The top 3 imports from Mexico to the U.S. through Laredo in August were auto parts ($2.4 billion), passenger vehicles ($1.3 billion) and commercial trucks ($1 million).
The top exports from the U.S. to Mexico were auto parts ($1.5 billion), gasoline ($326 million) and diesel engines ($272 million).
Since 2018, truckload demand has nearly doubled out of the Laredo port of entry, which includes the World Trade Bridge and the Colombia Solidarity Bridge. FreightWaves’ SONAR platform shows that Laredo’s outbound tender market share (OTMS.LRD) is currently 0.566% of the overall freight market, compared to 0.321% in 2018.
The Outbound Tender Market Share index measures the percentage of outbound tenders relative to all the other 135 markets in the U.S.
While Laredo’s current value may be low compared to other markets, FreightWaves market expert Zach Strickland recently wrote, “the rising trend is more important than the current value in this situation.”
“Truckload demand has nearly doubled out of the border town Texas markets of Laredo and McAllen since 2018,” Strickland said. “Phoenix has experienced a similar developmental boom, becoming a proxy for California’s old warehousing capital in Southern California’s Inland Empire. This shifting demand pattern is changing transportation networks and will subsequently impact future pricing structures.”
Eden Green begins $40M vertical farming expansion near Dallas
Company officials said the expansion is aimed at scaling commercial production to meet rising market demand.
“Extreme weather events, an unstable market and an ever-rising demand for fresh, affordable produce year round has created a perfect storm in our food supply chain,” Eddy Badrina, CEO of Eden Green Technology, said in a news release. “Eden Green was founded to solve these challenges and this next phase of growth is a critical stepping stone.”
The $40 million expansion includes the construction of two additional greenhouses in Cleburne. Both facilities are expected to open in early 2025 and create 100 jobs.
The company currently has two vertical greenhouses totaling more than 100,000 square feet, which grow lettuce and other fresh produce and herbs.
Eden Green’s long-term plans are to build a network of 20 greenhouses across the U.S. over the next five years.

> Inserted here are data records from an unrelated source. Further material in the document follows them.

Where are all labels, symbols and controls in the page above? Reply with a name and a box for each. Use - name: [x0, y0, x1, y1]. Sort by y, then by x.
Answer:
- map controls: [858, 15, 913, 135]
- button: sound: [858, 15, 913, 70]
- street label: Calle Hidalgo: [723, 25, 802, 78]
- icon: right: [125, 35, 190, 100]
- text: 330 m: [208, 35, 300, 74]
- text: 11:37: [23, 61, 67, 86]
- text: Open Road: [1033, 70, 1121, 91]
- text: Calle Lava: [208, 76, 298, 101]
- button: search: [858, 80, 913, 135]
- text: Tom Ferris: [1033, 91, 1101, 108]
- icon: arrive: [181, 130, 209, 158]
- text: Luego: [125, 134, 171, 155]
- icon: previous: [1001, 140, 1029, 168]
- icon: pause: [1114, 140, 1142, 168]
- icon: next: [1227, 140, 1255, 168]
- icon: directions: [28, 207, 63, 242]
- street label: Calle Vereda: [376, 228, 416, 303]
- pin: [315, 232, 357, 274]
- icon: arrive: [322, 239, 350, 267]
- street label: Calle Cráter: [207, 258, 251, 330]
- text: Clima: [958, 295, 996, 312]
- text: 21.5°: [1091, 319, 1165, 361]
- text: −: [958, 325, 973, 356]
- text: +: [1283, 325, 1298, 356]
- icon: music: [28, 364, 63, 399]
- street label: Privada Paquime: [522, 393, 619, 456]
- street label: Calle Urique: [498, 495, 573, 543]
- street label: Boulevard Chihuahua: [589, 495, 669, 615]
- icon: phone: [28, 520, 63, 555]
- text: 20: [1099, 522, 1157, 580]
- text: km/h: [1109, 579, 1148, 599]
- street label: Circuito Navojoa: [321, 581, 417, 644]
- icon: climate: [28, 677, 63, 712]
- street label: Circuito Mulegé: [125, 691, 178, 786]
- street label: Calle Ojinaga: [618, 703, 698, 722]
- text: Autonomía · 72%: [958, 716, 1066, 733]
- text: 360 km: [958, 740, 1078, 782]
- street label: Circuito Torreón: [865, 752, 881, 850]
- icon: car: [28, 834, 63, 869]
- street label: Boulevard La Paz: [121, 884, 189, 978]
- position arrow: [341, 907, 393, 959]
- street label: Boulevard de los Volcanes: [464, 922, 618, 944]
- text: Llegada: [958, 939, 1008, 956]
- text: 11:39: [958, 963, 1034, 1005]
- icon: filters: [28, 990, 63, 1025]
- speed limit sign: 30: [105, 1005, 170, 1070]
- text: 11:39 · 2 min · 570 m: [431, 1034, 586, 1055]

The company also announced the hiring of Will Parkey as chief financial officer. Parkey will be responsible for leading financial operations and driving the company’s strategic expansion.
Production, exports of Mexican-built trucks fall for second straight month
Mexico’s monthly truck production declined 8% y/y in September to 17,344 units, according to data from Mexico’s National Association of Bus, Truck and Tractor Producers (ANPACT).

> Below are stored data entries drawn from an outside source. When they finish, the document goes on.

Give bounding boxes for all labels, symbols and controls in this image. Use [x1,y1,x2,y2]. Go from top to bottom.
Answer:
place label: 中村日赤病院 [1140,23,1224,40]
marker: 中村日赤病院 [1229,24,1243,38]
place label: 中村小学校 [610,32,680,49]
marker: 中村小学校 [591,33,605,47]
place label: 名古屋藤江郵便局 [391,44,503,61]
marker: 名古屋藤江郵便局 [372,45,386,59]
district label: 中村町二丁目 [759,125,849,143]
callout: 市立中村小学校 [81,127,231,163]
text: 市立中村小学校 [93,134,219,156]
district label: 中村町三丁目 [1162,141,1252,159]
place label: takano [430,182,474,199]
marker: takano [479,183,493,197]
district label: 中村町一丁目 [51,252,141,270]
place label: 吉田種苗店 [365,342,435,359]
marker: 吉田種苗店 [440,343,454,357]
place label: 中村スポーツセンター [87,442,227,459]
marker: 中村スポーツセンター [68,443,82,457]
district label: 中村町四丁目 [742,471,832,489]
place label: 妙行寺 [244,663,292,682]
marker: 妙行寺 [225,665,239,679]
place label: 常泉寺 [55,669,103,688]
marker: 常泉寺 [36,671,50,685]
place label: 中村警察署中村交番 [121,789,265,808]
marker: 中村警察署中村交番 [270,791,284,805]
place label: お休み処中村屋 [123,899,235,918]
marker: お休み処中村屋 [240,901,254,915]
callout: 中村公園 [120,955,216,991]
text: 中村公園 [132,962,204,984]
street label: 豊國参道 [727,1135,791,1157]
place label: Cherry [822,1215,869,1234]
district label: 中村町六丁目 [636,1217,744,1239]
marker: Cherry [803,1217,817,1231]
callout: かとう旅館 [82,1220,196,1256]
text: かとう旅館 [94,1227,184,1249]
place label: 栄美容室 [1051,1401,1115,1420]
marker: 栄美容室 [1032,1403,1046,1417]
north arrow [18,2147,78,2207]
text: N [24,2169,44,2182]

Exports declined 9% y/y in September to 14,151 units. The U.S. was the overwhelming destination for trucks produced in Mexico during September, accounting for 96% of exports, followed by Canada at 2.4% and Colombia at about 1%.
Freightliner was the top truck producer and exporter in Mexico during September. The company built 10,083 trucks, a 7% y/y decrease, and exported 9,185 units, a 5% y/y decline.
International Trucks Inc. produced 4,719 units in September, a 21% y/y decrease, and exported 4,465, a 16% y/y rise.
The 10 truck makers and two engine producers in Mexico that are members of ANPACT are Freightliner, Kenworth, Navistar, Hino, International, DINA, MAN SE, Mercedes-Benz, Isuzu, Scania, Cummins and Detroit Diesel.
Port of Brownsville receives $11.5M to overhaul cargo dock
The project to reconstruct cargo dock 3 at the port will consist of three stages, including demolition of the existing dock, the acquisition of steel piles to provide structural support for the new dock and the construction phase.
The Port of Brownsville is about 277 miles south of San Antonio at the southernmost tip of Texas along the Gulf of Mexico and is a major trade facility between the U.S. and Mexico.
Cargo dock 3 began operations in the 1940s and was key for the shipment of agricultural commodities in the region. Today, cargo dock 3 is utilized for general bulk cargo movements.
Officials for the port did not provide a timeline for the completion of the project.